Her name was Neva Thatcher and she had thick brown locks. She had blue eyes and high cheekbones and small fine fingers liked to work at the air. She could swat a fly dead before you had seen it land, but she was slow when she didn’t have to be fast. She never, the time I knew her, spoke loudly or needed to step first through a door.
She had been born up in Maine and had moved south with her husband before the war. This husband had gone off in the first weeks after Fort Sumter to fight as an officer for the Confederacy and had never come home. She had a letter from him, dictated as he lay blinded and expiring at Bull Run, that asked her to bid farewell to the sun for him, to pay his fondest courtesies to the grass, to salute the pretty waving trees. When the Union had taken her town she had quickly set aside the burden of her angers and gone to work in their hospital. She did whatever she was asked. Mopped floors, washed saws, dropped cut limbs out the window. Many times she would just sit and hold the hands of dying men.
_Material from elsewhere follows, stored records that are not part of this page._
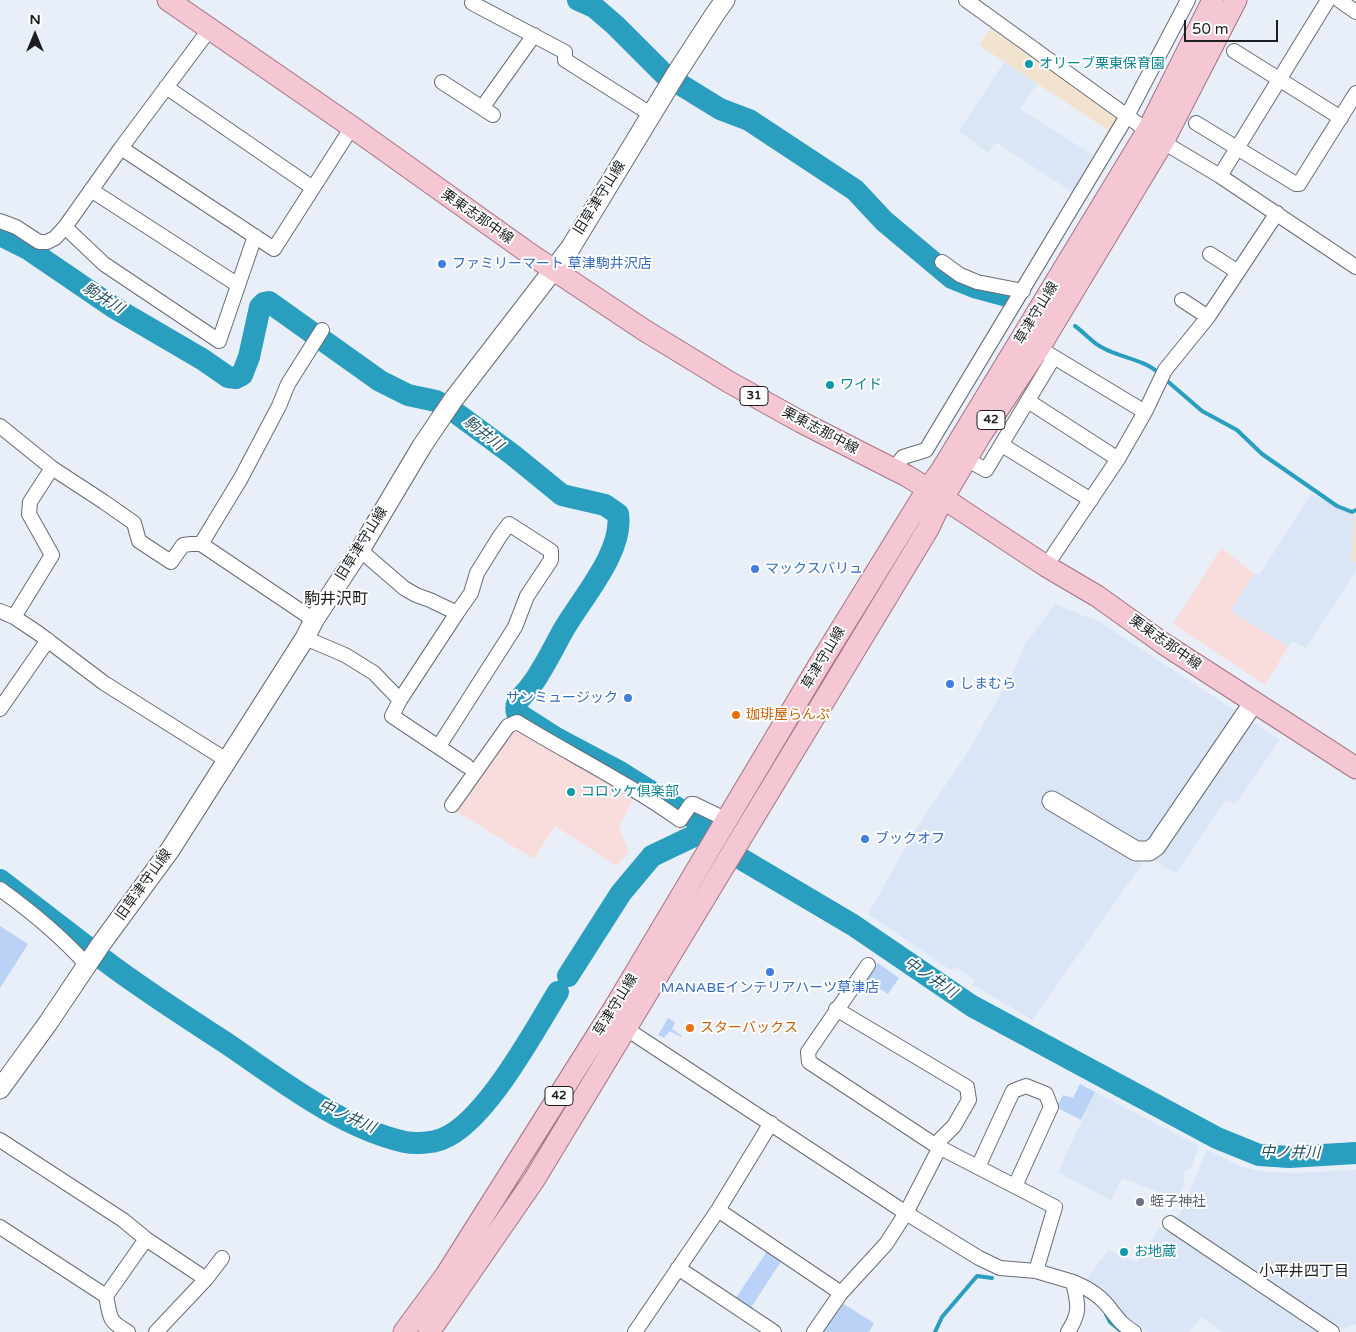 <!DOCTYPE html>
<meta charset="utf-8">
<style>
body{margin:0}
#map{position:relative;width:1356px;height:1332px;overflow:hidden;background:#e9eff9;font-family:"Varela Round",sans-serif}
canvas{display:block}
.north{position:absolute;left:10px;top:10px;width:50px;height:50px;-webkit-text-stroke:4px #fff;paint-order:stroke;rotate:0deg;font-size:14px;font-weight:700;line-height:20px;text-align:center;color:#1c1e22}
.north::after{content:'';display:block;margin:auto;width:18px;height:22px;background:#1c1e22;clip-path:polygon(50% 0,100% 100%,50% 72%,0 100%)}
.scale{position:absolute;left:1184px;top:20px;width:94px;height:22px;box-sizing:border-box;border:2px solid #1c1e22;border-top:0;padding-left:6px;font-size:15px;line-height:18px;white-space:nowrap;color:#1c1e22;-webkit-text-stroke:4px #fff;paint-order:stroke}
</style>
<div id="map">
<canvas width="1356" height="1332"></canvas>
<div class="north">N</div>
<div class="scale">50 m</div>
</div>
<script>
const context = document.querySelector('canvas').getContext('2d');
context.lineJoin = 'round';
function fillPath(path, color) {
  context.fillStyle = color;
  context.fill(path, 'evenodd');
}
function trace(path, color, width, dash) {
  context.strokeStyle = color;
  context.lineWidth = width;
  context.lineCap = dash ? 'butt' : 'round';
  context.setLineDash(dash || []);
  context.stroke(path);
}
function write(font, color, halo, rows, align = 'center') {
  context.font = font + ' "Varela Round","Noto Sans JP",sans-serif';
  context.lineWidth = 4;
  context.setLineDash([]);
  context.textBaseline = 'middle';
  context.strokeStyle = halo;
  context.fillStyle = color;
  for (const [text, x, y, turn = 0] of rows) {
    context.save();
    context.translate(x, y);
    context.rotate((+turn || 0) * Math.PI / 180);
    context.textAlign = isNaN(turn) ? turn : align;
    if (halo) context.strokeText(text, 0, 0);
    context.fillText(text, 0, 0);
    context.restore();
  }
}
const commercial = new Path2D(`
 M 1221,548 L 1254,573 L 1231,611 L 1288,647 L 1265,685 L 1173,624 Z
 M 515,726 L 636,794 L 619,827 L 629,852 L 616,866 L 555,826 L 534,859 L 452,809 Z`);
const built = new Path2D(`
 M 1004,62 L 1037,84 L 1020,109 L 1096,157 L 1072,192 L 996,142 L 988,153 L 959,131 Z
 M 1311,494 L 1354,515 L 1351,560 L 1356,563 L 1356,571 L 1306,648 L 1292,641 L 1288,647 L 1231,611 L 1254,573 L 1259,576 Z
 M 1056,603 L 1064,608 L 1100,622 L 1240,714 L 1153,840 L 1141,844 L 1053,806 L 1142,864 L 1032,1020 L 972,984 L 975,980 L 957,968 L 949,969 L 868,914 L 918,826 L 966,755 L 1014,671 L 1024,646 Z
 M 1250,720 L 1280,740 L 1235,804 L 1226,799 L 1176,874 L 1153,860 Z
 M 1095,1092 L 1199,1146 L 1191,1168 L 1185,1170 L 1183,1177 L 1185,1181 L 1178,1199 L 1122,1178 L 1111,1200 L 1108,1199 L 1058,1172 Z
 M 1207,1150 L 1240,1166 L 1263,1172 L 1297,1173 L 1356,1170 L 1356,1324 L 1342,1329 L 1180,1224 L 1180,1221 L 1177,1218 L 1184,1206 Z
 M 1159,1228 L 1168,1234 L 1174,1232 L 1327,1332 L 1222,1332 L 1201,1317 L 1189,1332 L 1149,1332 L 1139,1328 L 1122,1316 L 1111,1300 L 1090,1282 L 1085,1281 L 1109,1250 L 1137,1262 Z`);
const education = new Path2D(`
 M 992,26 L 1120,119 L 1112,133 L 979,45 Z
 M 1356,514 L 1356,563 L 1351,560 L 1354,515 Z`);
const green = new Path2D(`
 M 0,926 L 28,944 L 0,988 Z
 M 878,963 L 899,978 L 888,994 L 867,980 Z
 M 668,1018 L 675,1022 L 672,1029 L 682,1036 L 681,1037 L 670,1031 L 664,1038 L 658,1035 Z
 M 1080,1084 L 1095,1092 L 1081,1120 L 1056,1107 L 1063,1095 L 1073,1098 Z
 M 768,1250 L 782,1260 L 750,1309 L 735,1299 Z
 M 842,1303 L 874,1323 L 869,1332 L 822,1332 Z`);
const stream = new Path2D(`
 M 1075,326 C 1085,333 1092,343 1103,348 C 1121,358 1144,359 1160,374
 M 1165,379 L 1202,411 L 1237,430 L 1262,454 L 1337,506 L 1352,512 L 1356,510
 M 1106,1314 L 1110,1322 L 1122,1332
 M 935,1332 L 942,1317 L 977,1276 L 992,1278`);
const river = new Path2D(`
 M 578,0 L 594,7 L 615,25 L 665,75 L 720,109 L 749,120 L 855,190 L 884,221 L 952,278 L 977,288 L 1014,298
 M 0,235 L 28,249 L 113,307 L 202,359 L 228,377 L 236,378 L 242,375 L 249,357 L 260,307 L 264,303 L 269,302 L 380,381 L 408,395 L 436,401 L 456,413 L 513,455 L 562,495 L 605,505 L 618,514 C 624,551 582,598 564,629 C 556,643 549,658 540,672 C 537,678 533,683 529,688 C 522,697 514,701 517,713 L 556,738 L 620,772 L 703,824 L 698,834
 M 716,844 L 853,925 L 972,1006 L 1217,1138 L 1259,1155 L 1289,1157 L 1356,1153
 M 0,880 L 86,946
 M 104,960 C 142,989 183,1015 223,1041 C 278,1078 339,1127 405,1142 C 415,1144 432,1143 442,1139 C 485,1123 534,1031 558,992
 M 568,976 L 621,893 L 652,856 L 698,834`);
const street = new Path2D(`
 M 966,0 L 1163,142 L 1220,176 L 1356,267
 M 1339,0 L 1356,12
 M 472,3 L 565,52 L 565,60 L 652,115
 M 1234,51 L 1341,118
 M 442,82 L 493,115
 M 166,87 L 313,188
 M 482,108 L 534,35
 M 1196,123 L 1296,184 L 1299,184 L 1356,93
 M 121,148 L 274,249 L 352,127
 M 1220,176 L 1328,0
 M 91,190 L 238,285
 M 0,221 L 16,227 L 39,242 L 47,242 L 55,238 L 65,227 L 121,148 L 209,30
 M 65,227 L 104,264 L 219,341 L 255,236
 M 1210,254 L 1238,272
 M 942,262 L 960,275 L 977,282 L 1023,291
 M 1182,300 L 1208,317
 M 1039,348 L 1145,412 L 1118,459 L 1046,566
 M 1028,401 L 1118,459
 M 1145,412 L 1165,370 L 1208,317 L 1277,213
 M 0,426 L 52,468 L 104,502 L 134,523 L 139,541 L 171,562 L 183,545 L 191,544 L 201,544 L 314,620
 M 1002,445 L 1091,500
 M 966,459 L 986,470 L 1054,357
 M 893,470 L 903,457 L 926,450 L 1127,116 L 1188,0
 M 201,544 L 241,478 L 279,406 L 288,384 L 322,330
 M 360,550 L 404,588 L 416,595 L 430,600 L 457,613 L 471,593 L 477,573 L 500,536 L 509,524 L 551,551 L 551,560 L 527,596 L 515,627 L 439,746
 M 0,611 L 14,617 L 38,633 L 104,683 L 228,761
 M 14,617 L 52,555 L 29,514 L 30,502 L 52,468
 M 305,638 L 345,655 L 374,673 L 400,700 L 392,716 L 467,766
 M 400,700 L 457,613
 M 0,709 L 48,640
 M 452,805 L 508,726 L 517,722 C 571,755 628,783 680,820 L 691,804 L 694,804 L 727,820
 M 0,889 C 32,912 61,936 87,965
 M 868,965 L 808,1052 L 809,1062 L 935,1145 L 1055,1207 L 1036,1271
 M 836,1009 L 967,1087 L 969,1100 L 954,1126 L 935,1145
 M 625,1028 L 906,1213 L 979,1258 L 1000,1268 L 1036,1271 L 1073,1282 C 1078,1305 1081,1311 1068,1332
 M 0,1140 L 123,1220 L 146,1239 L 206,1279
 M 978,1167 L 1013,1091 L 1026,1086 L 1046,1094 L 1051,1107 L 1015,1186
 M 718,1210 L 841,1293
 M 1170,1223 L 1332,1332
 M 0,1227 L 106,1296 C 111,1318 107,1320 128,1332
 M 678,1268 L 774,1332
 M 1073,1282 C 1088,1288 1102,1297 1111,1310 C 1119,1320 1123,1326 1134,1332
 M 106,1296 L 146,1239
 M 156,1332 L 206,1279 L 222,1258
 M 635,1332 L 718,1210 L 771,1123
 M 814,1332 L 841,1293 L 886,1244 L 906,1213 L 940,1147`);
const secondary = new Path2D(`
 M 1052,801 L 1136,851 L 1149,851 L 1156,846 L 1254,702
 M 0,1089 L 48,1023 L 101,944 L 170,850 L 305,638 L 314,620 L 360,550 L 422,446 L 453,400 L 571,247 L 676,74 L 715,14 L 725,0`);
const primary = new Path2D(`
 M 168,0 L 352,127 L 530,254 L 644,330 L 729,382 L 801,422 L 907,476 L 943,498 L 1046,566 L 1097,596 L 1164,644 L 1356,768
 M 404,1332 L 446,1275 L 615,1007 L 819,665 L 927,490 L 941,471 L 1148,130 L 1213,0
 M 429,1332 L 534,1180 L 928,529 L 943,498 L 980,436 L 1039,348 L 1163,142 L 1236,0`);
const markers = [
 [1029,64,5,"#0f9aa8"],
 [442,264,5,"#3f7fe0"],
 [830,385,5,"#0f9aa8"],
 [755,569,5,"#3f7fe0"],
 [950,684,5,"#3f7fe0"],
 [628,698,5,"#3f7fe0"],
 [736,715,5,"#e8710a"],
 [571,792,5,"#0f9aa8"],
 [865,839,5,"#3f7fe0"],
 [770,972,5,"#3f7fe0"],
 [690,1028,5,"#e8710a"],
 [1140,1202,5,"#6b7280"],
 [1124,1252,5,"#0f9aa8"]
];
const shields = [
 [754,396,28],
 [991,420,28],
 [559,1096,28]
];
const shieldNames = [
 ["31",754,396],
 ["42",991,420],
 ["42",559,1096]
];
const cultureNames = [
 ["オリーブ栗東保育園",1039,64],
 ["ワイド",840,385],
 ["コロッケ倶楽部",581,792],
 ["お地蔵",1134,1252]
];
const streetNames = [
 ["旧草津守山線",600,198,-58],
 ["栗東志那中線",477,217,35],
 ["草津守山線",1037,313,-59],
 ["栗東志那中線",820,431,28],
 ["旧草津守山線",362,544,-58],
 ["栗東志那中線",1165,643,35],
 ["草津守山線",824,658,-59],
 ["旧草津守山線",144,885,-54],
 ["草津守山線",616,1005,-58]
];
const shopNames = [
 ["ファミリーマート 草津駒井沢店",452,264],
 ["マックスバリュ",765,569],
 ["しまむら",960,684],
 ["サンミュージック",618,698,"right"],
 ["ブックオフ",875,839],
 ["MANABEインテリアハーツ草津店",770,988,"center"]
];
const foodNames = [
 ["珈琲屋らんぷ",746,715],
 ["スターバックス",700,1028]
];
const worshipNames = [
 ["蛭子神社",1150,1202]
];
const waterNames = [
 ["駒井川",103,299,32],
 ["駒井川",483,434,38],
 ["中ノ井川",930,978,34],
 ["中ノ井川",347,1117,24],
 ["中ノ井川",1290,1153,1]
];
const neighbourhoodNames = [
 ["小平井四丁目",1304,1272]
];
const quarterNames = [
 ["駒井沢町",336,600]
];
fillPath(commercial, '#f8dddc');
fillPath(built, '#dae5f5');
fillPath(education, '#f2e2d0');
fillPath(green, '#bad2f6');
trace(stream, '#299ebf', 4);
trace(river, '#299ebf', 22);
trace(street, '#676c75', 16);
trace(secondary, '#676c75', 21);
trace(primary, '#a47382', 23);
trace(street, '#fff', 14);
trace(secondary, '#fff', 19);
trace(primary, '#f4c7d3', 21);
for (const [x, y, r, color] of markers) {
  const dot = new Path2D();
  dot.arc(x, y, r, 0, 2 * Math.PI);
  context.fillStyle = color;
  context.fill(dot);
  trace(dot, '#fff', 2);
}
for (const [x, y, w] of shields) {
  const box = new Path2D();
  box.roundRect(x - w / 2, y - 9.5, w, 19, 4);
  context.fillStyle = '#fff';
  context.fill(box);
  trace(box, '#1c1e22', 1);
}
write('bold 12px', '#1c1e22', null, shieldNames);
write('14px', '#0d838f', '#fff', cultureNames, 'left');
write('14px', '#1c1e22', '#fff', streetNames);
write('14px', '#366cbe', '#fff', shopNames, 'left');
write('14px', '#c56008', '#fff', foodNames, 'left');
write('14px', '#5b616d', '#fff', worshipNames, 'left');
write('italic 15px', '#1f4d5c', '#fff', waterNames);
write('15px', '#1c1e22', '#fff', neighbourhoodNames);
write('16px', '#1c1e22', '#fff', quarterNames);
</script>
She knew how to dress wounds and keep them clean. She had first thing I arrived dressed and cleaned mine. She had let me lie down on her own bed and had kept the curtains closed and fed me soft bread and stewed peaches and dripped water from a clean rag into my mouth. When she had seen what I was, standing there on her front step and none too gently dying, she had said nothing, had just taken me by the arm that wasn’t swollen and led me in.
I stayed three weeks in her little house and when I began to be well enough she gave me one of her dresses and helped me to a chair in the kitchen and let me sit by the open window and suck a little at the breeze. She had good rations of salt and sugar and sowbelly and hardtack and fresh bread for her work for the cause. She shared them all with me. She liked to read. Had a wall full of books. Each day she wrapped one or two of them in a cloth and carried them off to the hospital to read to the men. She read to them about hearts and flowers and pharaohs and mountaintops and clear-running brooks. She read to them about Jerusalem and chariots and trumpets and ghosts and lambs. I know what she read to them because in the evenings she would read to me.
Tired and whipped as I was, some of the gay finery of the images she was conjuring rubbed me wrong. I expected the Colonel wouldn’t have thought anything too much of them either. But you couldn’t hold it against her. She didn’t seem to need any of it to mean too much. One voice saying soft things into another’s ear. She was as wore out as any of us and every morning like any of us who was able she rose and did her work. She didn’t give the day too much of her smile but she had one. I saw it. She had a china service was her pride and joy. Came from a grandaunt back in Maine. Flower and animal was the theme but about every piece to the service was painted different. Neva said it was the work of more than twenty hands. There were doves had an eager look to their eye peeping out from behind indigo roses. Yellow cats asleep under dogwood. Owls perched on plum trees. Wolves howling next to holly. Cows and sheep nibbling buttercups in a field. The service had lived through the trip down south and it had lived through the war. The teapot to it was Neva’s greatest treasure. You did not have to work at it too hard to look over her shoulder as she dusted at it and admire the shades of pink seemed to have come off real roses, the careful greens seemed to have come off real leaves, the deep blues of the feathers of its many birds. The teapot was Limoges, she said. Her grandaunt had painted it herself and Neva gave it a swipe about every day I was with her. Each time she did that chore there would alight on her face a smile.